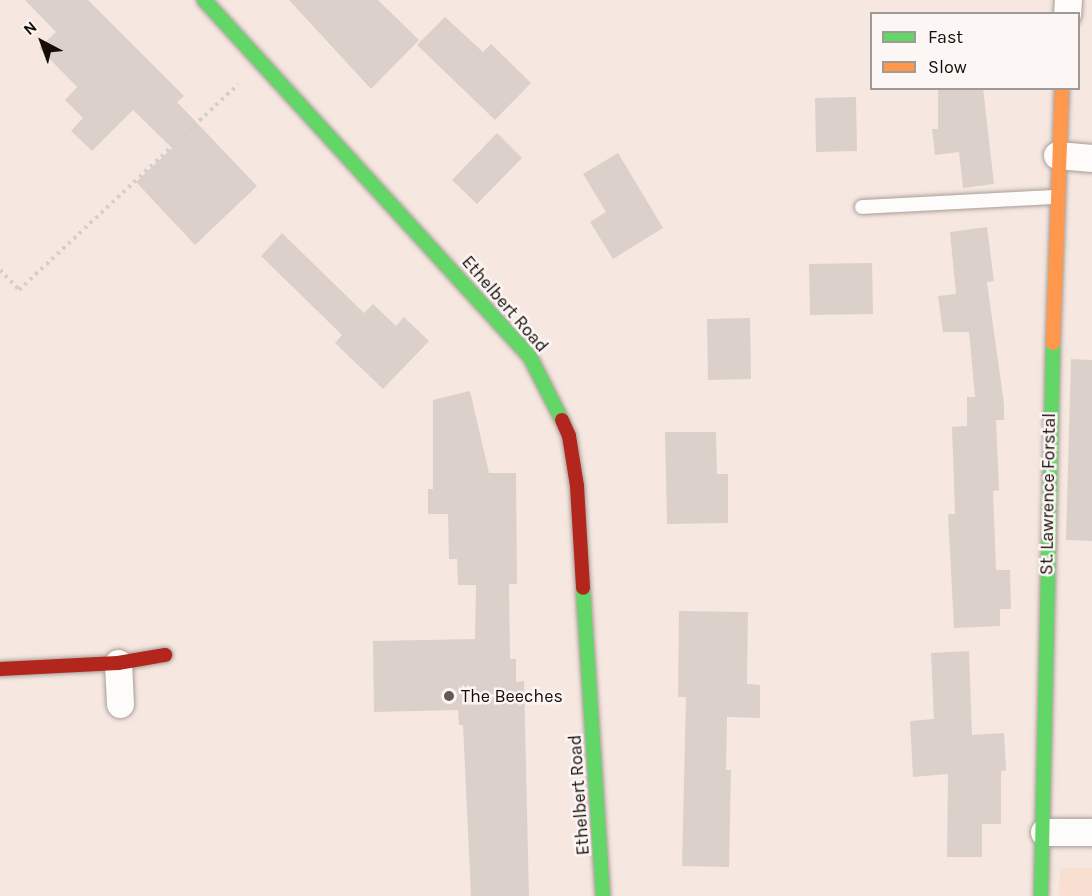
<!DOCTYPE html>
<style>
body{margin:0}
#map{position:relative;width:1092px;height:896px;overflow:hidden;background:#f6e8e0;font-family:Karla,sans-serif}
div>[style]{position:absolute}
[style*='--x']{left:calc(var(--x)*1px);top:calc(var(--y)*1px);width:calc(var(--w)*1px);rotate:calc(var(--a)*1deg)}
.built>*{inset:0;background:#f8dfd2}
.building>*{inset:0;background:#dcd0cb}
.path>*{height:4px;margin-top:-2px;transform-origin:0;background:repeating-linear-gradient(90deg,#d3cfcd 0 3px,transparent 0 7.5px)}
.roads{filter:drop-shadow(0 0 2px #a89e98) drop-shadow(0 0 2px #a89e98)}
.lane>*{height:14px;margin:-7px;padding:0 7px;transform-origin:7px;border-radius:7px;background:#fefcfa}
.street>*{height:27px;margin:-13.5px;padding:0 13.5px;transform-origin:13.5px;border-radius:13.5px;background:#fefcfa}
.fast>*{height:14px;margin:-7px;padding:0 7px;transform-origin:7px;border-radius:7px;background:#63d668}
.slow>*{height:14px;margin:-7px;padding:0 7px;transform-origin:7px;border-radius:7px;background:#ff974d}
.jam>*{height:14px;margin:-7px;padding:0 7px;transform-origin:7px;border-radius:7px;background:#b3261e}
.dots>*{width:16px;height:16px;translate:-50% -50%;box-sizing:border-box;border:3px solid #fcf6f4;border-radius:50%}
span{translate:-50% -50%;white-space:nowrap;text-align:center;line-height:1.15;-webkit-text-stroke:5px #fcf6f4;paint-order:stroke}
.street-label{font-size:18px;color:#160d09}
.poi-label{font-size:18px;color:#160d09}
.left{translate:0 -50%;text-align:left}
.legend{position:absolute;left:870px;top:12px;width:210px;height:78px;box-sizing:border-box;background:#fcf6f4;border:2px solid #a09996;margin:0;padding:8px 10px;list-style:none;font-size:18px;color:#160d09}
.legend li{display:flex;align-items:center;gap:12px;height:30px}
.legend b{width:30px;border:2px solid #a09996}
.north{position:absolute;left:12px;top:12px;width:60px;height:60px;-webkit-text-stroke:4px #fcf6f4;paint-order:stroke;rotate:319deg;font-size:16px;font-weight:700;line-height:24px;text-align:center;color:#160d09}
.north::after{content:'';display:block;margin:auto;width:21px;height:27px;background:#160d09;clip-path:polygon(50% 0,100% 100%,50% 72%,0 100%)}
</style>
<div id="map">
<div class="built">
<i style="clip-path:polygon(1061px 868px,1092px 868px,1092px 896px,1058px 896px)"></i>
</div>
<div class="building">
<i style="clip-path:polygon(25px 0,88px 0,184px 96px,177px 102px,257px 186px,195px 245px,136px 182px,172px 148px,133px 110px,92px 151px,71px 131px,83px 118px,65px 100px,77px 87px,39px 48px,56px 32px)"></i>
<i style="clip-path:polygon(289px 0,378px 0,419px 40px,371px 89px)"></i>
<i style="clip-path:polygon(445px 17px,483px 52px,491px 44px,531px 83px,495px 120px,417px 45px)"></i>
<i style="clip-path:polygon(938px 88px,983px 88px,994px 184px,963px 188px,959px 152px,935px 155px,932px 129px,938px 129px)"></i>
<i style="clip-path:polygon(856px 97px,857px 151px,816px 152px,815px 98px)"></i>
<i style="clip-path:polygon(497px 133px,522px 158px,477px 204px,452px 180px)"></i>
<i style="clip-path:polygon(618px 153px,663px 228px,613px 259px,590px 222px,606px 212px,583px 174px)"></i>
<i style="clip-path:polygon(987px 227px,994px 281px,987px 282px,1004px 404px,1004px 420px,996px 420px,999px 490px,993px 491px,996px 570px,1010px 570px,1011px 609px,1000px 609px,1000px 626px,954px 628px,948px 514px,955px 514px,952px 427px,967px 426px,967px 397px,975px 397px,969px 332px,943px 332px,938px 296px,956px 294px,950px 232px)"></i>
<i style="clip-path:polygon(282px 233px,364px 313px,373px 304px,396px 326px,404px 317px,429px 341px,383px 389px,335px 343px,342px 335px,261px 256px)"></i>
<i style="clip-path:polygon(872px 263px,873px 314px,810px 315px,809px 264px)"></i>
<i style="clip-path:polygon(750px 318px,751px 379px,708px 380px,707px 319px)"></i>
<i style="clip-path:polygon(1071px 359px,1092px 360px,1092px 541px,1066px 540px)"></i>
<i style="clip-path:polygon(470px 391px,489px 473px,516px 473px,517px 584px,509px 584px,510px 659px,516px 659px,516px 682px,524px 681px,529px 896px,471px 896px,463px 725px,459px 725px,458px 710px,374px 712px,373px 641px,475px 639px,476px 585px,458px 585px,457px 559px,449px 559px,448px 514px,428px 514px,428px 489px,433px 489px,433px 400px)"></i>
<i style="clip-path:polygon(665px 432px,716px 432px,717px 474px,728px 474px,728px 523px,667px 524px)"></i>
<i style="clip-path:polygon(679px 611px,748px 612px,747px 684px,760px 685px,760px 718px,727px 717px,726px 770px,731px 770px,729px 867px,682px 866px,686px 697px,678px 697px)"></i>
<i style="clip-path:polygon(969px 651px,972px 735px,1004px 733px,1006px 770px,1001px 771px,1001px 824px,982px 824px,982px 857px,947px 857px,948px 774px,913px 777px,910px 721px,934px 719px,931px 653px)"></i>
</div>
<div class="path">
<i style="--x:0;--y:270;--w:28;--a:46"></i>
<i style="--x:19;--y:290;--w:301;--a:-43.2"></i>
</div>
<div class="roads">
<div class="lane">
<i style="--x:862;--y:207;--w:194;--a:-3"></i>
</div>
<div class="street">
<i style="--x:1067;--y:14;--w:14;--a:-86"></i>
<i style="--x:1057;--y:155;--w:35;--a:5"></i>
<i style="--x:118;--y:663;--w:41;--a:87.2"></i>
<i style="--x:1044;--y:832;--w:48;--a:0"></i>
</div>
<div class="fast">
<i style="--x:204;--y:0;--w:483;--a:47.6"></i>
<i style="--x:530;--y:357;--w:71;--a:63.1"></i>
<i style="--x:583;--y:588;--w:309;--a:86.3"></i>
<i style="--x:1041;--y:895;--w:552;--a:-88.75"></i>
</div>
<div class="slow">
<i style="--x:1053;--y:343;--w:255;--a:-88"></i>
</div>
<div class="jam">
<i style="--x:562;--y:420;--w:17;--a:66"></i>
<i style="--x:569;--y:436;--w:51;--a:80.9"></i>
<i style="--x:577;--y:486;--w:102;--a:86.6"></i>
<i style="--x:0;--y:669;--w:118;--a:-2.9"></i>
<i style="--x:118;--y:663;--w:48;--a:-9.7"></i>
</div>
</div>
<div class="dots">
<i style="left:449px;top:696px;background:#645a54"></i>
</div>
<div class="street-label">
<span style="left:505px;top:304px;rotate:49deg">Ethelbert Road</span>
<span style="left:1048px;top:494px;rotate:-89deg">St. Lawrence Forstal</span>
<span style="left:579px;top:795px;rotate:-94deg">Ethelbert Road</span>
</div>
<div class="poi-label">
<span class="left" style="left:461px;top:696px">The Beeches</span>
</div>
<ul class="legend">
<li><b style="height:8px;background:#63d668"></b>Fast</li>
<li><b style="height:8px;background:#ff974d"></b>Slow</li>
</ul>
<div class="north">N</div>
</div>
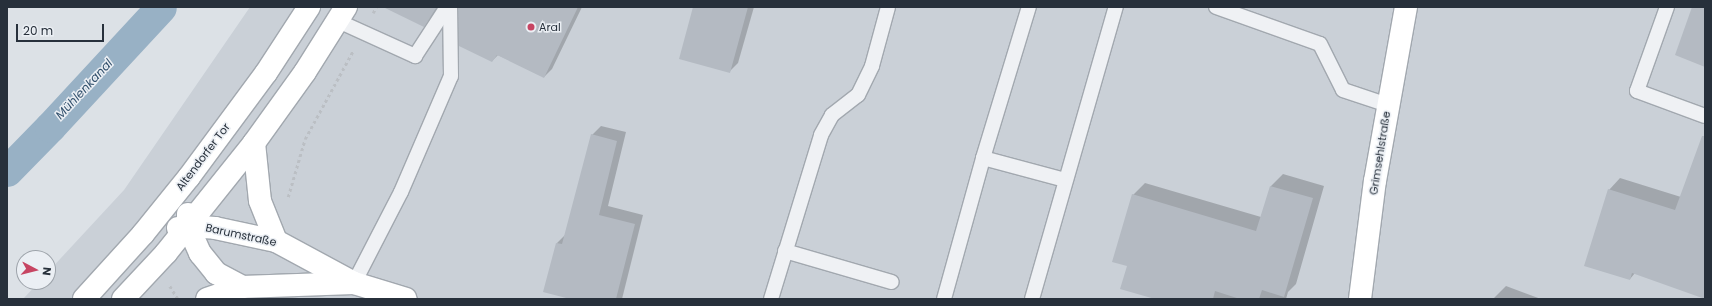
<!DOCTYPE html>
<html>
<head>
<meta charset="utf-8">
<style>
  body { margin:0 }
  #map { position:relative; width:1712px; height:306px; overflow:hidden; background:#dce1e6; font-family:Poppins,sans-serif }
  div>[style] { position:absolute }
  .built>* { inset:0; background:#cad0d7 }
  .shadow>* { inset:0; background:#0003 }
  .canal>* { height:31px; margin:-15.5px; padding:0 15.5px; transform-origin:15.5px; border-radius:15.5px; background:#98b1c5 }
  .building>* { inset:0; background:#b4bac2 }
  .path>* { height:2.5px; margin-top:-1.25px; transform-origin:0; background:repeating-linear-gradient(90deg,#bbbfc4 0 3px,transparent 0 6px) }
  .roads { filter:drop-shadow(1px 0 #a2a8af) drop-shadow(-1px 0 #a2a8af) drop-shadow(0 1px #a2a8af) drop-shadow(0 -1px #a2a8af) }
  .service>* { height:14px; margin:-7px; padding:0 7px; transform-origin:7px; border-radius:7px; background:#eff1f4 }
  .secondary>* { height:22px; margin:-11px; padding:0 11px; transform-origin:11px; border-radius:11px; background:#fff }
  .dots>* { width:11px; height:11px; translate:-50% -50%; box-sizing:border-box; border:2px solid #ebeff4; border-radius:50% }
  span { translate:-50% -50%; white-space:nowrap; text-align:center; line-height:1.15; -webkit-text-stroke:3px #ebeff4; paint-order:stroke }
  .poi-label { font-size:11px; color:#27303b }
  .left { translate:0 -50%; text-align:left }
  .street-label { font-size:11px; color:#27303b }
  .water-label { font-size:12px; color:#33516d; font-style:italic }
  .frame { position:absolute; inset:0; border:8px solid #27303b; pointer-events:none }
  .north { position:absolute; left:16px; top:250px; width:40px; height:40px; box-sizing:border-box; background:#ebeff4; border:1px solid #9da3aa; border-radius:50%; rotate:97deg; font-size:11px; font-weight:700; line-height:16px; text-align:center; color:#27303b }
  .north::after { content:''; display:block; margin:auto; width:14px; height:18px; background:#c74563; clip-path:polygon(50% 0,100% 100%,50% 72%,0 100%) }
  .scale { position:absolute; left:16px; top:24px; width:88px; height:18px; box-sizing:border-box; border:2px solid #27303b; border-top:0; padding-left:5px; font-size:12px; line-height:14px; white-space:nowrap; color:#27303b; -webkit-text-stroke:3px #ebeff4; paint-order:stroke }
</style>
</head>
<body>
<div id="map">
  <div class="built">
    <div style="clip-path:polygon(250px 7px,1705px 7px,1705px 299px,23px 299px,39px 282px,48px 282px,48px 272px,124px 190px)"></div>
  </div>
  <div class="shadow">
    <div style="clip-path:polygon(419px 7px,439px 7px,423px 26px)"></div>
    <div style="clip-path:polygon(460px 7px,582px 7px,552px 69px,544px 77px,498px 55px,492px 61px)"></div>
    <div style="clip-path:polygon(694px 7px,754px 7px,738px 63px,729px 72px)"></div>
    <div style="clip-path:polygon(601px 126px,626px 132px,608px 206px,643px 215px,622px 299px,574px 299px,557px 243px,566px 234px,592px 135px)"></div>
    <div style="clip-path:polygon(1705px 154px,1705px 298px,1635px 273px,1630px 279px,1609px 190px,1620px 178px,1681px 197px)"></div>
    <div style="clip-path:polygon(1283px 174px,1324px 186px,1296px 284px,1288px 292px,1286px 299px,1159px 299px,1128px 265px,1133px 195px,1145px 183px,1261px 217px,1271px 186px)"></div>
    <div style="clip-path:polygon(1506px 286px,1541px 299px,1493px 299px)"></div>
  </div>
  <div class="canal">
    <div style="left:7px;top:171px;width:62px;rotate:-45.7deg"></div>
    <div style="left:50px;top:127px;width:163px;rotate:-47.2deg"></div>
  </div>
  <div class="building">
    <div style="clip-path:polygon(383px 7px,437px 7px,424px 27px)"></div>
    <div style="clip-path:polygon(458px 7px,578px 7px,544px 78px,497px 55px,492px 62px,459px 46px)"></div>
    <div style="clip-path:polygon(693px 7px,748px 7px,730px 73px,679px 59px)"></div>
    <div style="clip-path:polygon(1692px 7px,1705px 7px,1705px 67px,1675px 55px)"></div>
    <div style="clip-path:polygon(591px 134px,617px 141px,599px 215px,635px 224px,616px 299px,570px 299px,543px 292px,556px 243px,562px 244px)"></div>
    <div style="clip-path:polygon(1702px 136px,1705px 136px,1705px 299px,1632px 273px,1630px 280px,1584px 266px,1608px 189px,1675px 210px)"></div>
    <div style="clip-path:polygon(1270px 186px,1313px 198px,1284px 297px,1262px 290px,1259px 299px,1240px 299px,1215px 291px,1213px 299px,1155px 299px,1120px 289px,1127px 266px,1112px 262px,1132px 194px,1256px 231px)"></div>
  </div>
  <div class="path">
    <div style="left:373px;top:13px;width:7px;rotate:-63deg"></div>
    <div style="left:288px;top:197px;width:60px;rotate:-73.7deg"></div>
    <div style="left:305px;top:139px;width:100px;rotate:-61.4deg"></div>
    <div style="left:170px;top:286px;width:15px;rotate:58deg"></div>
  </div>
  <div class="roads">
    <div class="service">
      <div style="left:1216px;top:7px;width:110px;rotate:19.6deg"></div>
      <div style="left:1320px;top:44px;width:51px;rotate:63.4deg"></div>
      <div style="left:1343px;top:90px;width:47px;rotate:18.4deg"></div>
      <div style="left:1667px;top:7px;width:89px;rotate:109.7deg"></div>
      <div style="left:1637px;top:91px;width:72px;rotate:20.2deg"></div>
      <div style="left:338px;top:21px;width:85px;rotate:24.4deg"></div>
      <div style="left:415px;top:56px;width:59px;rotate:-56.9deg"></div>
      <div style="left:983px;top:158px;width:85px;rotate:15deg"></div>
      <div style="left:785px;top:251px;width:111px;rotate:16.2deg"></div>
      <div style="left:354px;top:283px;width:102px;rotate:-62.7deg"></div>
      <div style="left:401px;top:192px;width:126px;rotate:-66.7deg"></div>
      <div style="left:451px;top:76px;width:69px;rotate:-90.8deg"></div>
      <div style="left:771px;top:299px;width:171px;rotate:-73deg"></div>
      <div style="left:821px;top:135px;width:23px;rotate:-61deg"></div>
      <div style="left:832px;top:115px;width:33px;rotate:-38deg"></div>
      <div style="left:858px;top:95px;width:32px;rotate:-64deg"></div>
      <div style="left:872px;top:66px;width:61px;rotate:-74.8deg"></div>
      <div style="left:944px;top:299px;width:146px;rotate:-74.5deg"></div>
      <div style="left:983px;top:158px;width:158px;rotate:-73.1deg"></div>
      <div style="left:1032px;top:299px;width:304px;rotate:-74deg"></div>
    </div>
    <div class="secondary">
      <div style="left:254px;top:143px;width:58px;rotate:84.1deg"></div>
      <div style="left:260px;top:201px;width:43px;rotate:68.2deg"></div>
      <div style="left:188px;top:214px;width:12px;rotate:90deg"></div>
      <div style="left:188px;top:226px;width:30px;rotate:66deg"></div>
      <div style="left:200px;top:253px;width:26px;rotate:51deg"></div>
      <div style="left:216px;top:273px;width:30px;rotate:28deg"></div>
      <div style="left:178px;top:228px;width:10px;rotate:-11deg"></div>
      <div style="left:188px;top:226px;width:27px;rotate:4deg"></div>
      <div style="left:215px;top:228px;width:62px;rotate:12deg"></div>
      <div style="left:276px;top:241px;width:89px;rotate:28.3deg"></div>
      <div style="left:354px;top:283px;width:54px;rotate:17.1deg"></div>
      <div style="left:84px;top:299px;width:88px;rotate:-47.8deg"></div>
      <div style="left:143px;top:234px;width:73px;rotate:-51.1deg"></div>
      <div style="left:189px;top:177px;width:129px;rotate:-53.5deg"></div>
      <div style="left:266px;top:73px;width:79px;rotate:-56.9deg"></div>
      <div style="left:123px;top:299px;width:63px;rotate:-46.9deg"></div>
      <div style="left:166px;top:253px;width:141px;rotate:-51.3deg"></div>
      <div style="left:254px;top:143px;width:87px;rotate:-54.3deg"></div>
      <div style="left:305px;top:72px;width:77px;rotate:-57.8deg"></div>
      <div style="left:207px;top:299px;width:37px;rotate:-19deg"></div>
      <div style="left:242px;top:287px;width:112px;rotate:-2deg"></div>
      <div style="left:1360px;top:299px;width:119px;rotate:-82.8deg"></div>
      <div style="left:1375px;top:181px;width:177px;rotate:-79.9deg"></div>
    </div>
  </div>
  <div class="dots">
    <div style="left:531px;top:27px;background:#c74563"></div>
  </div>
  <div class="poi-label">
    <span class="left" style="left:539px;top:27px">Aral</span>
  </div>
  <div class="street-label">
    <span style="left:1380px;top:153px;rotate:-81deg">Grimsehlstraße</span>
    <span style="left:203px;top:157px;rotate:-53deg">Altendorfer Tor</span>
    <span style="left:241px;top:235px;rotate:12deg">Barumstraße</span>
  </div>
  <div class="water-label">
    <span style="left:84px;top:89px;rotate:-47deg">Mühlenkanal</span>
  </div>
  <div class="frame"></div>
  <div class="north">N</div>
  <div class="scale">20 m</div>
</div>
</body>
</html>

........

Show each line from the material above where the string "shadow" can be found.

.roads{filter:drop-shadow(0 0 2px #a89e98) drop-shadow(0 0 2px #a89e98)}
  .shadow>* { inset:0; background:#0003 }
  .roads { filter:drop-shadow(1px 0 #a2a8af) drop-shadow(-1px 0 #a2a8af) drop-shadow(0 1px #a2a8af) drop-shadow(0 -1px #a2a8af) }
  <div class="shadow">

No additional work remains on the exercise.